Conventional wisdom is for the birds
”Defense wins games,” ”just try to make contact; don't swing for the fences,” and ”look at the numbers.” The sages of baseball have used countless clichés to successfully manage baseball teams over the years. Last night Game 4 of the World Series defied them all.
Arizona Manager Bob Brenly has been heralded for his loose managing style and reliance on gut instinct over conventional wisdom, a sharp contrast to the John McGraws of old. In perhaps his most controversial single decision, Brenly allowed Curt Schilling to pitch on just three days rest. Schilling shined in the House that Ruth Built for seven dominant innings.
Pitchers used to be relied upon to go all nine innings.

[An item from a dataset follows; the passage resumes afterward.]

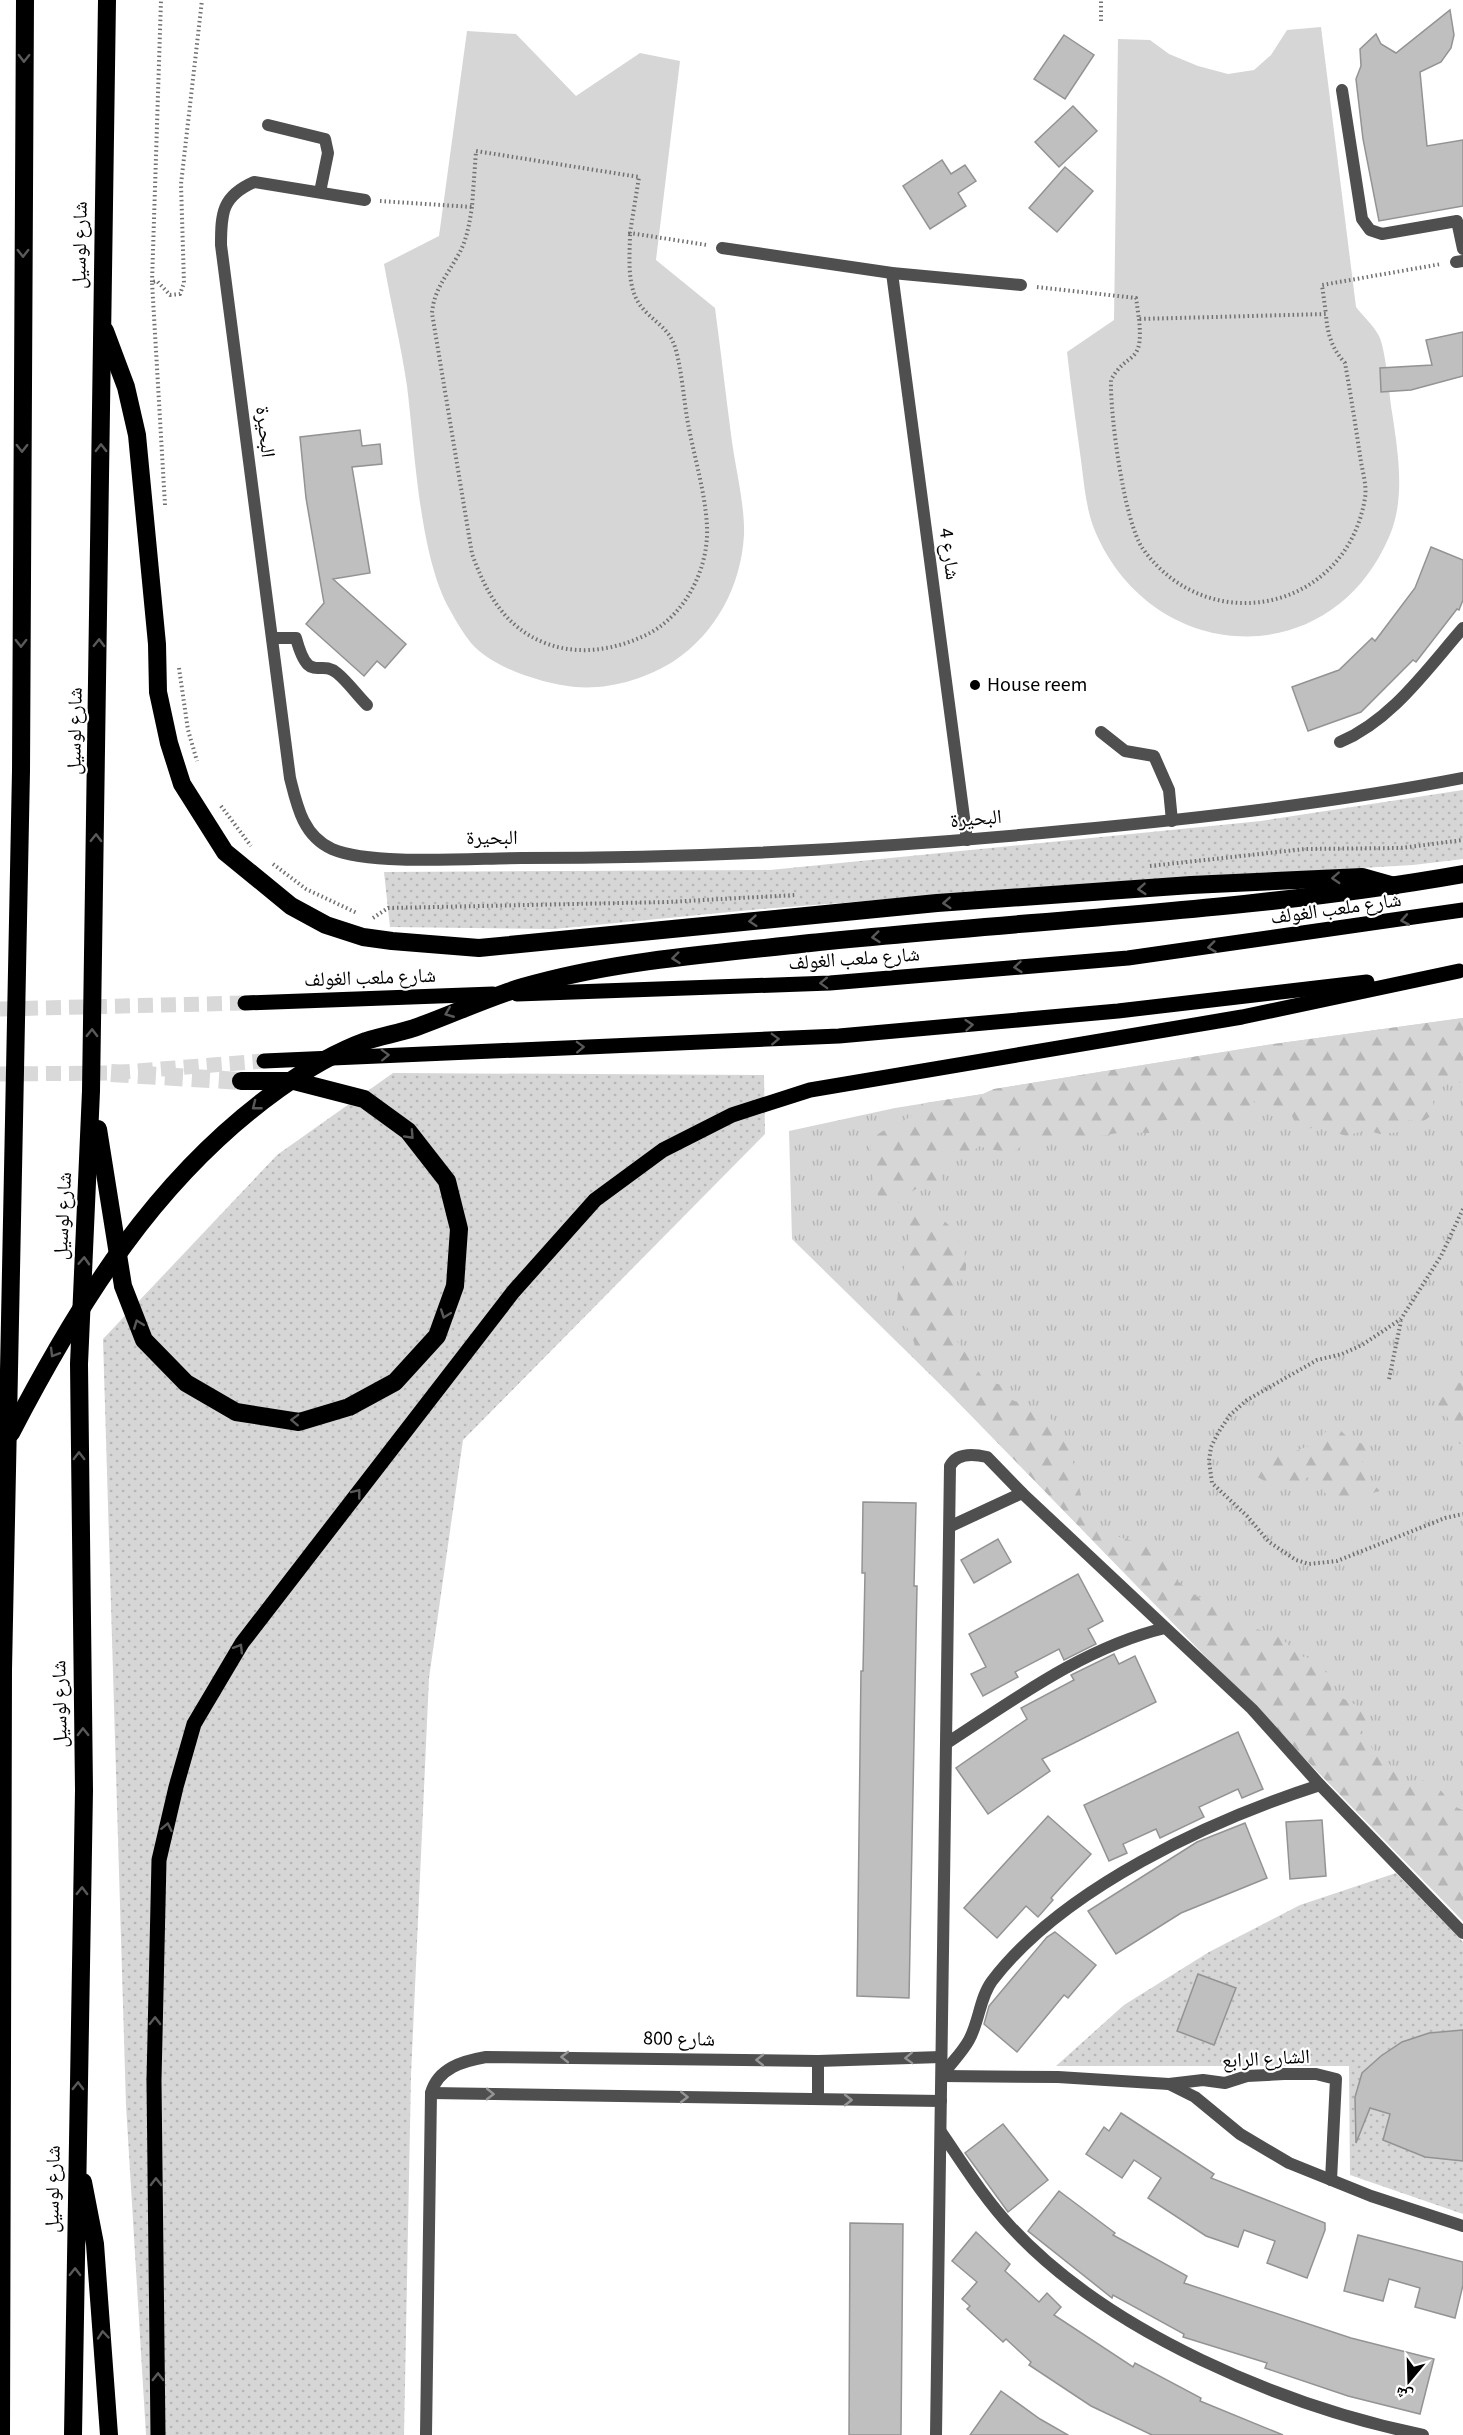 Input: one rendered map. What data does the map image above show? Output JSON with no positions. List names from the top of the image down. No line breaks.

Nowadays six is the standard and a solid seven is considered a good outing. With four days from his last start and four until a possible Game 7, it was only logical that Schilling should quit while he was ahead, and let the closer finish the job. But logic has no place in this World Series.
With two outs in bottom of the ninth, the Yankees were down by two and there was one man on base. Except for being Game 4 instead of Game 7, last night's scenario was straight out of a storybook, and Tino Martinez became the hero. Martinez crushed a two run bomb to deep center to tie the game and force extra innings.
What would have happened if Martinez had ”just tried to make contact”? The Yankees scored every single one of their runs last night from the long ball. Manufacturing runs just doesn't cut it. Craig Counsell laid down two beautiful sacrifice bunts, advancing Tony Womack to scoring position in the first and third innings with two outs to go. McGraw would be happy, but Counsell's diligence didn't help Brenly.
A fourth day of bold pitching against the dynastic Yankee offense didn't help Brenly either. The bottom-of-the-ninth fiasco aside, keep the total performance in perspective: a young franchise with a rookie manager held the most intimidating team in baseball to three runs in nine innings. If defense wins games, Arizona should have gotten the ”W,” but they did not. Struck with a failure to produce runs reminiscent of the Orioles behind Mike Mussina, Arizona went off silently into the night.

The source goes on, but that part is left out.